Tiempo atrás, EEUU prometió bienestar artificial y dio cobijo a mano de obra barata para atender los trabajos poco atractivos (faenas del campo, limpieza doméstica, servicio militar, trata de blancas, jardinería, etc.); también en la post guerra, Europa fue testigo de una emigración que se topó con los brazos abiertos del pueblo latinoamericano. Resulta irónico saber que quienes ejercen el poder político en países donde cultivan y promueven el racismo xenofóbico, son descendientes de inmigrantes que padecieron, en sus territorios de procedencia, la discriminación en carne propia.
La única soberanía permitida, el mercado
Una nueva monarquía ha tomado el mando absoluto del mundo: La monarquía planetaria del mercado.
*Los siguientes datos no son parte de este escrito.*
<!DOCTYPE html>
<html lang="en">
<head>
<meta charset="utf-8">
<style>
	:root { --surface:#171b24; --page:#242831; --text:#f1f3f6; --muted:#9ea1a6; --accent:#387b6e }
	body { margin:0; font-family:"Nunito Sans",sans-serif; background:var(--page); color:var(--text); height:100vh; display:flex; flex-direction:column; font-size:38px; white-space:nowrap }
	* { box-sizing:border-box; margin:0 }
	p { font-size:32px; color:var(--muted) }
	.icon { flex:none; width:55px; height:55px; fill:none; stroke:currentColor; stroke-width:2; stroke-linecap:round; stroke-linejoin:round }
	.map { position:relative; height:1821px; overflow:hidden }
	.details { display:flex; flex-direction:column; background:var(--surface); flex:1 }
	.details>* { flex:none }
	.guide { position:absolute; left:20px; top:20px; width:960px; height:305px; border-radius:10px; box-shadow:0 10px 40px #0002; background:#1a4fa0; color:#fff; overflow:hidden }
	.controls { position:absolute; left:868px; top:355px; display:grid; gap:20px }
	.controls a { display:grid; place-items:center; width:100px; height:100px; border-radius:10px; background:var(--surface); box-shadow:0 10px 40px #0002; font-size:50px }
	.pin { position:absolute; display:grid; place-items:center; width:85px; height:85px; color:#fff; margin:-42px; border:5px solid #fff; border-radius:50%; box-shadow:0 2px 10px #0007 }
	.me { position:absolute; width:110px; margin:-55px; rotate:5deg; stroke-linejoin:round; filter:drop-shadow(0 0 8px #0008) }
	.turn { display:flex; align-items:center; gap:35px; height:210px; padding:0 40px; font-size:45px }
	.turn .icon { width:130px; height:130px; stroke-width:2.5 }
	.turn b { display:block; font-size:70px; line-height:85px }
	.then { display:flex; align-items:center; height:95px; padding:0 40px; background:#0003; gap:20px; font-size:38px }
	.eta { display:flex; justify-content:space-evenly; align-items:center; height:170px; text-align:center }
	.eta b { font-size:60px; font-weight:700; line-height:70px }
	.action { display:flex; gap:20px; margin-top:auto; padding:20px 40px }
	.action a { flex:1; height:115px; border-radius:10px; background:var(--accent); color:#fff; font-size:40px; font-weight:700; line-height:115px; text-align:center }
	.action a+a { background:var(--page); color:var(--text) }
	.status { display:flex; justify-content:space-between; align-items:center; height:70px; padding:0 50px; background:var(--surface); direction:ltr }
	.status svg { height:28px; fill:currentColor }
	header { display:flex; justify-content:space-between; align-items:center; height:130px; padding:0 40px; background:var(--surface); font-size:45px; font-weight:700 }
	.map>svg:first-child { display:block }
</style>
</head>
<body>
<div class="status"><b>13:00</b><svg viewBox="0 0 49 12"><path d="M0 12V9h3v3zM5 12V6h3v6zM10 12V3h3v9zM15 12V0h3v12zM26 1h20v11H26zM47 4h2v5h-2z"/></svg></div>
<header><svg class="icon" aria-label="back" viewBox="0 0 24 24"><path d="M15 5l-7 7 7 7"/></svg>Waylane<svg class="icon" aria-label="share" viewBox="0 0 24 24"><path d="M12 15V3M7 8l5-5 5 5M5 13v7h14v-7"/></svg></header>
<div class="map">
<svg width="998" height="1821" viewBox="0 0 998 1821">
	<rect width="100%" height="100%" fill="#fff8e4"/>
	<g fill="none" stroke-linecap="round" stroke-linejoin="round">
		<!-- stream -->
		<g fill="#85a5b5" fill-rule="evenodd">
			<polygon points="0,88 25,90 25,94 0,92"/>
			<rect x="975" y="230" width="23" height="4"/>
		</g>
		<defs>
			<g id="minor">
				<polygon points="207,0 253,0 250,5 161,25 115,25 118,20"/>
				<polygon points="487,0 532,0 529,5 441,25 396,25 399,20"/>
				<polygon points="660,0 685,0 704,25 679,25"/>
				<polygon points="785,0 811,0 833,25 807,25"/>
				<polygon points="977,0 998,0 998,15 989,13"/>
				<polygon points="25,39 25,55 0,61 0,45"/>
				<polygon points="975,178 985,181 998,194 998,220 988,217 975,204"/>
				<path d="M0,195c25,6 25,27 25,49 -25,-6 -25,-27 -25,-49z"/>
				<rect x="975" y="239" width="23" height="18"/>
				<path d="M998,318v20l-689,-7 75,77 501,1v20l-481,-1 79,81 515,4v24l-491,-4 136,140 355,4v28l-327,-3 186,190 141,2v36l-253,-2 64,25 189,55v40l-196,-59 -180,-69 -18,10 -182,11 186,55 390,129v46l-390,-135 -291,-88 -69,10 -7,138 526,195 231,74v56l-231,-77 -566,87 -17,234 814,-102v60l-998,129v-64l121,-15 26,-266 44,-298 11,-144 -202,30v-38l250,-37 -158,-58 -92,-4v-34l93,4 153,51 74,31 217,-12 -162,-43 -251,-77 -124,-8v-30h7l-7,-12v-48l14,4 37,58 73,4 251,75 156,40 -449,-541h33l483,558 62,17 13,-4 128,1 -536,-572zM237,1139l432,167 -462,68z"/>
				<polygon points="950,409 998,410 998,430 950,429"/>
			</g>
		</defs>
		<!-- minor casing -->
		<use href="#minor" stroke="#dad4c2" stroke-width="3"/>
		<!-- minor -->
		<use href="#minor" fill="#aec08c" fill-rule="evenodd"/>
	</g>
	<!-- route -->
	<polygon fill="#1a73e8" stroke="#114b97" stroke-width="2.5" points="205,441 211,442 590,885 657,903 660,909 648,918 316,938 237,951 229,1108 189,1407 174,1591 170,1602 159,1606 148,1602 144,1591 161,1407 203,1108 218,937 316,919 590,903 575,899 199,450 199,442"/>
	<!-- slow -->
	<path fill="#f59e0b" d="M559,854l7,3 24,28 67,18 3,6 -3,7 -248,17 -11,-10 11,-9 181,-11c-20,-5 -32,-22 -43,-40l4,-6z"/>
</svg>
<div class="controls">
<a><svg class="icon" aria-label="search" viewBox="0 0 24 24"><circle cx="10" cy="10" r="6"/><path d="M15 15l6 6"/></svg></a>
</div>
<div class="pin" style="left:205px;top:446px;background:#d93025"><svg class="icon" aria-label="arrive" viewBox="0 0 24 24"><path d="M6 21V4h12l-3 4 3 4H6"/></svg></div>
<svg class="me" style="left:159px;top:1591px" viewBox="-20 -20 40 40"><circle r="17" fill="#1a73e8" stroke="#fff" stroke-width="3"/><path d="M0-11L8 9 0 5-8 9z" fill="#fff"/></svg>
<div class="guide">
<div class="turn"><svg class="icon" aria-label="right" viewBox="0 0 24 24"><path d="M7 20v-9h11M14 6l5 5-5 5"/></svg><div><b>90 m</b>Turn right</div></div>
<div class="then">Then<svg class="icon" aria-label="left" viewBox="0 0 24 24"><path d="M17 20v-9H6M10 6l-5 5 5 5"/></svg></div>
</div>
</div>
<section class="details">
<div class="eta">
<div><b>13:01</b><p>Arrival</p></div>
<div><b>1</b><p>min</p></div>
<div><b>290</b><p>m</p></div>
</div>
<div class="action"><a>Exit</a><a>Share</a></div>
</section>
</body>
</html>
El despótico gobierno global de las 40 mil corporaciones transnacionales, con sus 250 mil filiales que operan en el mundo, ha forzado la renuncia sistemática de los países periféricos a su derecho a controlar su economía en beneficio propio.
A ciencia cierta, quienes mayor beneficio han obtenido de los mercados abiertos ha sido el capital financiero, la banca y las empresas globales. La libre elección y determinación de los pueblos es un mito, las personas gozan de cierta pluralidad de libertades personales en la medida que asuman el rol de consumidores, en la esfera de la oferta y la demanda, habida cuenta de que la globalización neoliberal convierte en mercancía transable prácticamente todo: bienes, servicios y derechos sociales.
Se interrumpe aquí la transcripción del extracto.